(Dataset items)

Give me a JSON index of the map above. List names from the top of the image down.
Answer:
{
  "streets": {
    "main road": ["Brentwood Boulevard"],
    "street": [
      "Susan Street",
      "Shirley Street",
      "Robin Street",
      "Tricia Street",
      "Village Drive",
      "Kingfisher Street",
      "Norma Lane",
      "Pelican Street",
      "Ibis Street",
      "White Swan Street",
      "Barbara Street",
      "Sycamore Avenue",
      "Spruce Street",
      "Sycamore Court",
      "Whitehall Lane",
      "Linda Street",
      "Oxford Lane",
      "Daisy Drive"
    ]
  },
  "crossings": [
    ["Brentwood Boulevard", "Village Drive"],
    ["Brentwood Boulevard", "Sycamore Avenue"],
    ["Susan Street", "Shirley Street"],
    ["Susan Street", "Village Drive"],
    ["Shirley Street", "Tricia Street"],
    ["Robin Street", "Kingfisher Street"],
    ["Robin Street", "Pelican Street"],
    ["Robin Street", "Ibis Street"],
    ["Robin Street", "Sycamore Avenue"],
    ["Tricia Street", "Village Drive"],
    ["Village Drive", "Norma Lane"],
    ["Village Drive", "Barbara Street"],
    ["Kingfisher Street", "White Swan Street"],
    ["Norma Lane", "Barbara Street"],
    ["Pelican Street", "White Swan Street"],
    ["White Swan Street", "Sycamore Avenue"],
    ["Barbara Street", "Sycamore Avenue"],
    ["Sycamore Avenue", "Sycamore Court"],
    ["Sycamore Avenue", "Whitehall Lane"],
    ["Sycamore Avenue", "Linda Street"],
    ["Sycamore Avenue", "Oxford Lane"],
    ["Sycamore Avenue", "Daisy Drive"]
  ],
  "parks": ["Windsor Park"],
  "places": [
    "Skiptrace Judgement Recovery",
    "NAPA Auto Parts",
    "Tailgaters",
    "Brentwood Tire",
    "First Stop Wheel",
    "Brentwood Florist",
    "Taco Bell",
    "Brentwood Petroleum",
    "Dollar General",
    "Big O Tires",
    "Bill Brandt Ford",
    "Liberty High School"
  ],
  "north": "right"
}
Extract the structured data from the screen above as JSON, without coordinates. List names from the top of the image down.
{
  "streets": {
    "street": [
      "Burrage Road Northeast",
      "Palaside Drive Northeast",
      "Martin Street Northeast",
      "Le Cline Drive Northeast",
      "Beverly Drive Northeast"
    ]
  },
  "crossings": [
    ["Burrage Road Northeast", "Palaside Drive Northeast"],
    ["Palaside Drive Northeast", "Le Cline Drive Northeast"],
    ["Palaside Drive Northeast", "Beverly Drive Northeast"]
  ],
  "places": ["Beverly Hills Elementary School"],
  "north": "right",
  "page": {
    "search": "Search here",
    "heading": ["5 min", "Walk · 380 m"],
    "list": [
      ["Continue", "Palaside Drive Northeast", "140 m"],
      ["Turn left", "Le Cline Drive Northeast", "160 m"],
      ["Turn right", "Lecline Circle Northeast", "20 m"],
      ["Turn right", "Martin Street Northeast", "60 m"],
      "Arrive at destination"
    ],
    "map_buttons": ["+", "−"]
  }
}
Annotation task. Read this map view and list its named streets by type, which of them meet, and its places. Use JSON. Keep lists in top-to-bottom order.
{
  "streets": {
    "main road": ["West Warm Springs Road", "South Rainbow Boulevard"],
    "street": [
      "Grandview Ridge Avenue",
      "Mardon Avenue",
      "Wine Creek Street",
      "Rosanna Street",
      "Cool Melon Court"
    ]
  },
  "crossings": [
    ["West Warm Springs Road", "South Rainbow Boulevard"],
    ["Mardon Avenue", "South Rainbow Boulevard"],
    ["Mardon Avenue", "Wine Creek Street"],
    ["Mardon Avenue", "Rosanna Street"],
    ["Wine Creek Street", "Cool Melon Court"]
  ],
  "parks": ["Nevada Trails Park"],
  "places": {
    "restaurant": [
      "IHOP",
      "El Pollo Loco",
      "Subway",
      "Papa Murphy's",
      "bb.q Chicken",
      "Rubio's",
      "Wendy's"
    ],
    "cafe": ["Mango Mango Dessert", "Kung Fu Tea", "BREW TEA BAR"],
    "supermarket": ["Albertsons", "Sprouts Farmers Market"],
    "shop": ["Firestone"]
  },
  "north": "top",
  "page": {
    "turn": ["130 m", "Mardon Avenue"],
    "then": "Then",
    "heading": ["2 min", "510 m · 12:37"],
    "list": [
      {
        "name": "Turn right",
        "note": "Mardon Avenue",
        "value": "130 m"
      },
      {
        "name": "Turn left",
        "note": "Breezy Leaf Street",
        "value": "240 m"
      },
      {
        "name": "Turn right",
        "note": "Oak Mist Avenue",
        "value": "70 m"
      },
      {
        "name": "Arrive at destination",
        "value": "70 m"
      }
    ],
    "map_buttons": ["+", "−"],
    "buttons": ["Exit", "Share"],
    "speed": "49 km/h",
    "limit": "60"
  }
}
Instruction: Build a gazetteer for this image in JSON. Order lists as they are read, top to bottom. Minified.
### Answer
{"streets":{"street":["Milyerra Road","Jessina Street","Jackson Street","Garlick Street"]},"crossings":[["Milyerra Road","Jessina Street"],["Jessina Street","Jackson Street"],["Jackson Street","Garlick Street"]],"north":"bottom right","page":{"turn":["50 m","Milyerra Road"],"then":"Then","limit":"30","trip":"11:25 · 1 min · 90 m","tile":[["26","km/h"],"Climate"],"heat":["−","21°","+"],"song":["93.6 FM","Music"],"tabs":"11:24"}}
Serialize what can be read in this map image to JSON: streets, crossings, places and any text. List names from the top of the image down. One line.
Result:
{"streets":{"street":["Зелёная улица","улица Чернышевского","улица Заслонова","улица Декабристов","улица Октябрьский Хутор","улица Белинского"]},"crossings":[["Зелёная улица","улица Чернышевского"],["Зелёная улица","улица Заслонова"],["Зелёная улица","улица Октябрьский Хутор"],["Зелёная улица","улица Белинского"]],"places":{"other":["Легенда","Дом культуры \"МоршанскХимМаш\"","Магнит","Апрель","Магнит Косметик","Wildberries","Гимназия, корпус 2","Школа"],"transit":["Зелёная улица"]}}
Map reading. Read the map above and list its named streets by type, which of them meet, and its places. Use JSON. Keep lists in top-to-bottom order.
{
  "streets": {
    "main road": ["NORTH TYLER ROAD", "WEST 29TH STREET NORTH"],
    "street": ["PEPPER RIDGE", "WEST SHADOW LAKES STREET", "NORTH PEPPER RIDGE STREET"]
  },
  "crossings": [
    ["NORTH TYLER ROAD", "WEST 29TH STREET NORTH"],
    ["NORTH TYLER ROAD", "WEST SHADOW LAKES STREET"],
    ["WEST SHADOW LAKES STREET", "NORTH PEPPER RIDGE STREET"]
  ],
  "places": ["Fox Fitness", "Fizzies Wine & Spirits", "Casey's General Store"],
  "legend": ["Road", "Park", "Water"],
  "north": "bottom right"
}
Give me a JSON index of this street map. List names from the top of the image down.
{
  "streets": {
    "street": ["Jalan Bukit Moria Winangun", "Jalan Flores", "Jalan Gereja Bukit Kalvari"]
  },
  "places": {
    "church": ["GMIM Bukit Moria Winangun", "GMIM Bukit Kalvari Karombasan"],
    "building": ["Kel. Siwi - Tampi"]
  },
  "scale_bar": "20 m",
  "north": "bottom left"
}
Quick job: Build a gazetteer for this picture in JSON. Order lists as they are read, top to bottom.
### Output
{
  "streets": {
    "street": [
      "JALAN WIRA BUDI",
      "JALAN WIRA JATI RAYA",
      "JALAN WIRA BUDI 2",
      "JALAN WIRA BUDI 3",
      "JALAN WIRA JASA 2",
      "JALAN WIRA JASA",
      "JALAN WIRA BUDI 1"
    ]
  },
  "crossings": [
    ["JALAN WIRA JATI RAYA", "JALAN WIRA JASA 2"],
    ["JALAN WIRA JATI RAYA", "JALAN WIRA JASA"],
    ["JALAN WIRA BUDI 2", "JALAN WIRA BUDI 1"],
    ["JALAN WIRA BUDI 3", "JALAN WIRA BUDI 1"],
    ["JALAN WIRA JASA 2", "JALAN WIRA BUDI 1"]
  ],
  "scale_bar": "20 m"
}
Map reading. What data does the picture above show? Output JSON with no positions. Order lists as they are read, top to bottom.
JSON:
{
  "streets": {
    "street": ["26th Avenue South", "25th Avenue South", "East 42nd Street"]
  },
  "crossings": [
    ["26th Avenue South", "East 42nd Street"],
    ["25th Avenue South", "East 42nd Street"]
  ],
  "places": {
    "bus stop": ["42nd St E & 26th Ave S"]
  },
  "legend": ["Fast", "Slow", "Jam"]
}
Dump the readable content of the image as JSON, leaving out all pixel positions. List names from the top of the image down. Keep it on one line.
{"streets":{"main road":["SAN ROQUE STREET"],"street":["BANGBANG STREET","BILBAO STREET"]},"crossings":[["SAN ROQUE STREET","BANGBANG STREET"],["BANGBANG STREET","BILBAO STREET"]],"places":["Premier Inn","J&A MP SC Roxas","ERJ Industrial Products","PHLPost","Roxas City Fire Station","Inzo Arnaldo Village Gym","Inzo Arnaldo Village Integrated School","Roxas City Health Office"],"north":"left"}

WHAT TO PRODUCE:
Where does the string "gazetteer" occur in the data above? Copy every line that holds it.

OUTPUT OF THE EXERCISE:
Instruction: Build a gazetteer for this image in JSON. Order lists as they are read, top to bottom. Minified.
Quick job: Build a gazetteer for this picture in JSON. Order lists as they are read, top to bottom.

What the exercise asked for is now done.